Your task: Locate the word "center" in the data below, then copy every line that holds it.

=-=-=-=-=

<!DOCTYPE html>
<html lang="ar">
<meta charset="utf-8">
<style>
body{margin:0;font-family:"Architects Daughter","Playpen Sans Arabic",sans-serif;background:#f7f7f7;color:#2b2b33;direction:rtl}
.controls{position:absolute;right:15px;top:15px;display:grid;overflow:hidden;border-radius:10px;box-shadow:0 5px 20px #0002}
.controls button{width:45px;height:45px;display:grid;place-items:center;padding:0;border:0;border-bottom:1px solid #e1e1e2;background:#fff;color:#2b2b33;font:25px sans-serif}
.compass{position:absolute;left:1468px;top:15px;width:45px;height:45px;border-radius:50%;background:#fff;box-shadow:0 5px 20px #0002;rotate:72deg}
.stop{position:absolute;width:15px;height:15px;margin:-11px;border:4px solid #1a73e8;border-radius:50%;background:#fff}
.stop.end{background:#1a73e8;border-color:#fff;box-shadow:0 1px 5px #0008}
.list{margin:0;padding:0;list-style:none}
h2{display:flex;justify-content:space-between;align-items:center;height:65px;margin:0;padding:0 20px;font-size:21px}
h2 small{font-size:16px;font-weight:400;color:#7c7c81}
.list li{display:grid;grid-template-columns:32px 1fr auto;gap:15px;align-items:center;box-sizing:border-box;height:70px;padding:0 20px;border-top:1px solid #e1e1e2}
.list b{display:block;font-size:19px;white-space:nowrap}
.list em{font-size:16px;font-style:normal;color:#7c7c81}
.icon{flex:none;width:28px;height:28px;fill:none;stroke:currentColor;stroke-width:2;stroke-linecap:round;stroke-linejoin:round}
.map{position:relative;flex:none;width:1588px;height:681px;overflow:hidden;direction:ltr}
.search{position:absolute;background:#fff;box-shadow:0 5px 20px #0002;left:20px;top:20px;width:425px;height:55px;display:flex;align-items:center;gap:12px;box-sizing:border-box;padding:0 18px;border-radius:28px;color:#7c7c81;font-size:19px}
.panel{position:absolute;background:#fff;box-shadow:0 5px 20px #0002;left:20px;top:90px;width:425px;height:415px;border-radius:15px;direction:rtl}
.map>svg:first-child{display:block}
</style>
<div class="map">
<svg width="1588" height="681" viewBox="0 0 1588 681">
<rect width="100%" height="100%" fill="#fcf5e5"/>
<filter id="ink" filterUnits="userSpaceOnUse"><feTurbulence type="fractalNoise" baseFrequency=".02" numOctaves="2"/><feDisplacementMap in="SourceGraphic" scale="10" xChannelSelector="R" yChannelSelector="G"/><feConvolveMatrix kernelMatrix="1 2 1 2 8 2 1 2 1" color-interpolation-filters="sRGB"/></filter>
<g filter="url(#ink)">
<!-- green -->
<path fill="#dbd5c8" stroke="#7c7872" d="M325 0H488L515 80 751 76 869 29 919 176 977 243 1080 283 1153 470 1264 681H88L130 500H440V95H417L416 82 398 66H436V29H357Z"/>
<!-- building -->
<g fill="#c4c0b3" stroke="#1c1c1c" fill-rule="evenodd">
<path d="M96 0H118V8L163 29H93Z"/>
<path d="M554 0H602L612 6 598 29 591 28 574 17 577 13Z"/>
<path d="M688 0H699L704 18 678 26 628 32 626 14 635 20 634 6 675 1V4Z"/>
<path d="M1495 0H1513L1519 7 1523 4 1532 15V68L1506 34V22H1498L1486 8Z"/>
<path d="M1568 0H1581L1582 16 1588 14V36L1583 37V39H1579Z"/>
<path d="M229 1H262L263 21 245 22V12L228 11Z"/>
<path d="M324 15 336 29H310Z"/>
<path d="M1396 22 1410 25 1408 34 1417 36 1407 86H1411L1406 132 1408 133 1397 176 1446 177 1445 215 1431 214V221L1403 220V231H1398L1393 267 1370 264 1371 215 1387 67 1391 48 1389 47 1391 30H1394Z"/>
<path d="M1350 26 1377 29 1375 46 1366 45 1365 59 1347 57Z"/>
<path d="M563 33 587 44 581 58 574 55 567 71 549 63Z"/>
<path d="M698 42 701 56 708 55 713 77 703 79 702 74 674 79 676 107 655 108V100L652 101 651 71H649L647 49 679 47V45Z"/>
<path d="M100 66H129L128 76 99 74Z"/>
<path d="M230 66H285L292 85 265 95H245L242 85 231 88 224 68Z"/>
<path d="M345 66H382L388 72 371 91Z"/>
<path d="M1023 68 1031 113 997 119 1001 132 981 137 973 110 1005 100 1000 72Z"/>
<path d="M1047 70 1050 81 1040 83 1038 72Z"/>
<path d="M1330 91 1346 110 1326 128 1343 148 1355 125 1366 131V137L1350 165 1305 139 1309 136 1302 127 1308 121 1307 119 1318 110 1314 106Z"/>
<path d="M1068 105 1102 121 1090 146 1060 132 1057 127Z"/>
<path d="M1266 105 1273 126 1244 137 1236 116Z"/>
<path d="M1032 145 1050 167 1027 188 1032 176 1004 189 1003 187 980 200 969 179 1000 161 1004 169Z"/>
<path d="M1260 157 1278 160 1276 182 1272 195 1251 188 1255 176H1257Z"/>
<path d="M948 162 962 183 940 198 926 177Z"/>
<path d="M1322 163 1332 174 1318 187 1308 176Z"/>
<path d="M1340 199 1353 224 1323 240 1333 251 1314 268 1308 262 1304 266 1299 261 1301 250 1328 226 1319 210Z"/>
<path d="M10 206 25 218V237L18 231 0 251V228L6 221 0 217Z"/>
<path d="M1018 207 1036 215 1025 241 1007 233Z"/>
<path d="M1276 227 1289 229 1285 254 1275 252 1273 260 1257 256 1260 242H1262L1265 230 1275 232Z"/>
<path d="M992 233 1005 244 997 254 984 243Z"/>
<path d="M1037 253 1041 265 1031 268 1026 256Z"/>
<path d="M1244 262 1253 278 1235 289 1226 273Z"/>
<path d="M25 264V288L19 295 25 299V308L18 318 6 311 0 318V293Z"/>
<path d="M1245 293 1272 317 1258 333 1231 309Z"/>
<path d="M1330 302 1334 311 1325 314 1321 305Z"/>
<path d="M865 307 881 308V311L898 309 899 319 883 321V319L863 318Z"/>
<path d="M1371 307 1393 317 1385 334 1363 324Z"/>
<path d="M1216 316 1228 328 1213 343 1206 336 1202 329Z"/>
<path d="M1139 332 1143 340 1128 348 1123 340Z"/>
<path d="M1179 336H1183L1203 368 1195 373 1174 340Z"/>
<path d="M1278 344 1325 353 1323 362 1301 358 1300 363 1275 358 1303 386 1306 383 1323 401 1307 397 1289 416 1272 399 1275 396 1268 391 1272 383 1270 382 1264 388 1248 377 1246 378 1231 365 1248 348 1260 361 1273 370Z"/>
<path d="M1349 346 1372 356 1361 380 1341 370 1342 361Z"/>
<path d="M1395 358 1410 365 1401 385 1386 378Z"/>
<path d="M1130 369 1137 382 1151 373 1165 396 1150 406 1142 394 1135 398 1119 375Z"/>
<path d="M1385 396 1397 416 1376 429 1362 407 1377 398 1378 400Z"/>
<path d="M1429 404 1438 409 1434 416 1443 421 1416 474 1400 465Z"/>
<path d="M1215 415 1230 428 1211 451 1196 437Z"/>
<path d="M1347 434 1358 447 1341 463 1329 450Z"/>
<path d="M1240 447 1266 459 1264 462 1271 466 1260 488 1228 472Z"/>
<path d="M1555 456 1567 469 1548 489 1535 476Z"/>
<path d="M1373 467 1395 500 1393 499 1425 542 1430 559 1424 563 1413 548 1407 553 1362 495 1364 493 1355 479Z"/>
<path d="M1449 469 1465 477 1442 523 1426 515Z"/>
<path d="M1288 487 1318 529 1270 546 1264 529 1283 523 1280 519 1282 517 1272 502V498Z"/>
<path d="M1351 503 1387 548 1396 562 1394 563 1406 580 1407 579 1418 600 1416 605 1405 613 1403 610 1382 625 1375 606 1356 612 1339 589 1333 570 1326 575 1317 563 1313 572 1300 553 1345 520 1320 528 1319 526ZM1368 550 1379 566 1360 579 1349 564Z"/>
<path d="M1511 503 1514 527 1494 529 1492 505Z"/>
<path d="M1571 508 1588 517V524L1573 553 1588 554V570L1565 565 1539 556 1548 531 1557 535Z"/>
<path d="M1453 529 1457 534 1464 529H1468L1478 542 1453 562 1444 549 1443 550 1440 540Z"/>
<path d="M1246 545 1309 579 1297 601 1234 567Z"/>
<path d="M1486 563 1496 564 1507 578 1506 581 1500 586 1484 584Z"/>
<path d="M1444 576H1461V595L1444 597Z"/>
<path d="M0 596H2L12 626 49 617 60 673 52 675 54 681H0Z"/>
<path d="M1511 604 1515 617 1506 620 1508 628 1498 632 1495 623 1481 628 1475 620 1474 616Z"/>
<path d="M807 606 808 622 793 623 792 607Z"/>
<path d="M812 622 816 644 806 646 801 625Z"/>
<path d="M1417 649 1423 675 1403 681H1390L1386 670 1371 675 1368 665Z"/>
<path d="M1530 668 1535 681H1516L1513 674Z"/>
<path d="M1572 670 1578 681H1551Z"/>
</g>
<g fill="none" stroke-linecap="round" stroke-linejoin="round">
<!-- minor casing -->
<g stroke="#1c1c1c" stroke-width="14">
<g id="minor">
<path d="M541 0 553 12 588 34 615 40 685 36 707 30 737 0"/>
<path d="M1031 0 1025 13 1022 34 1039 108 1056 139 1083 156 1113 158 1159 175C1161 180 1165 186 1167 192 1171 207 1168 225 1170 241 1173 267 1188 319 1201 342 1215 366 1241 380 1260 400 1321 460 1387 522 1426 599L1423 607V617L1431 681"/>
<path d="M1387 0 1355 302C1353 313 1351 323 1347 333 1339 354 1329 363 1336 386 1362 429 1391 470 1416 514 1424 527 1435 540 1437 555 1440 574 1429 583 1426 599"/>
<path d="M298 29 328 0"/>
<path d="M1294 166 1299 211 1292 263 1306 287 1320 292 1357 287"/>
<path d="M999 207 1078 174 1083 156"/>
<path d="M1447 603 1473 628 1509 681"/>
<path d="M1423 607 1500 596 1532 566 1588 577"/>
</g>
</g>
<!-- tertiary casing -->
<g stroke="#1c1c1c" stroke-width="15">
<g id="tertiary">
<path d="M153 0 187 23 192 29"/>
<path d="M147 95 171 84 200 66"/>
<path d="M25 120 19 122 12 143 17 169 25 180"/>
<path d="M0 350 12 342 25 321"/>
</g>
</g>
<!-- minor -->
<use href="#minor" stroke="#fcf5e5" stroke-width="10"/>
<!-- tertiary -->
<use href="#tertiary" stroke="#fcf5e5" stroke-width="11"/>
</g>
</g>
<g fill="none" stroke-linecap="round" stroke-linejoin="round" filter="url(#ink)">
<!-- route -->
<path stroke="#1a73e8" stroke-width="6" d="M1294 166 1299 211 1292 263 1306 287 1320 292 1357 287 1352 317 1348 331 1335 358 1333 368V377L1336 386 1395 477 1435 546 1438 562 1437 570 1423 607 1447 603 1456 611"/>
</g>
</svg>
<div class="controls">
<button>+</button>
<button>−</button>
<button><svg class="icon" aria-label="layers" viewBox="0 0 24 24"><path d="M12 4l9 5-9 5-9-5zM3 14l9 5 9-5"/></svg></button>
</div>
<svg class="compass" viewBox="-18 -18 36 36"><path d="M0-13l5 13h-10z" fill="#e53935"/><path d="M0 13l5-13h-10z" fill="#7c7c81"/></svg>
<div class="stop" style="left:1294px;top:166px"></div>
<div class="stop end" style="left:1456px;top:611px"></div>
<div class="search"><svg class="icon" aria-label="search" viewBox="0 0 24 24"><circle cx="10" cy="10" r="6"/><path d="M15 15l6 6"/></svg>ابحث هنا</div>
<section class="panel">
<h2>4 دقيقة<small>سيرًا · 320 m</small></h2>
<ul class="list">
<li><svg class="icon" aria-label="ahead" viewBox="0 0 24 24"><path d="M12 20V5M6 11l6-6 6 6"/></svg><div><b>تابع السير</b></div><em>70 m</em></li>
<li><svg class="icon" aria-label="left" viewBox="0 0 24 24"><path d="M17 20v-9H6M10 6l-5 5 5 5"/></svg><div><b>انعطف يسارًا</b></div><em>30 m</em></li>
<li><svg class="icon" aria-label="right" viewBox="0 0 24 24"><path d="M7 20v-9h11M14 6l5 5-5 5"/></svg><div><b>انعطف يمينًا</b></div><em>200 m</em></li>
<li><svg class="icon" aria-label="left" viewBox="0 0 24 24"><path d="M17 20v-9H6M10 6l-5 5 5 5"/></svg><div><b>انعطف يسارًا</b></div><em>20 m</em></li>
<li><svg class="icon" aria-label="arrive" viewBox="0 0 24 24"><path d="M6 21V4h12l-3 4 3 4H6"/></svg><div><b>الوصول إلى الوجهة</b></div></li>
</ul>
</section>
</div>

=-=-=-=-=

Solution to this exercise:
.controls button{width:45px;height:45px;display:grid;place-items:center;padding:0;border:0;border-bottom:1px solid #e1e1e2;background:#fff;color:#2b2b33;font:25px sans-serif}
h2{display:flex;justify-content:space-between;align-items:center;height:65px;margin:0;padding:0 20px;font-size:21px}
.list li{display:grid;grid-template-columns:32px 1fr auto;gap:15px;align-items:center;box-sizing:border-box;height:70px;padding:0 20px;border-top:1px solid #e1e1e2}
.search{position:absolute;background:#fff;box-shadow:0 5px 20px #0002;left:20px;top:20px;width:425px;height:55px;display:flex;align-items:center;gap:12px;box-sizing:border-box;padding:0 18px;border-radius:28px;color:#7c7c81;font-size:19px}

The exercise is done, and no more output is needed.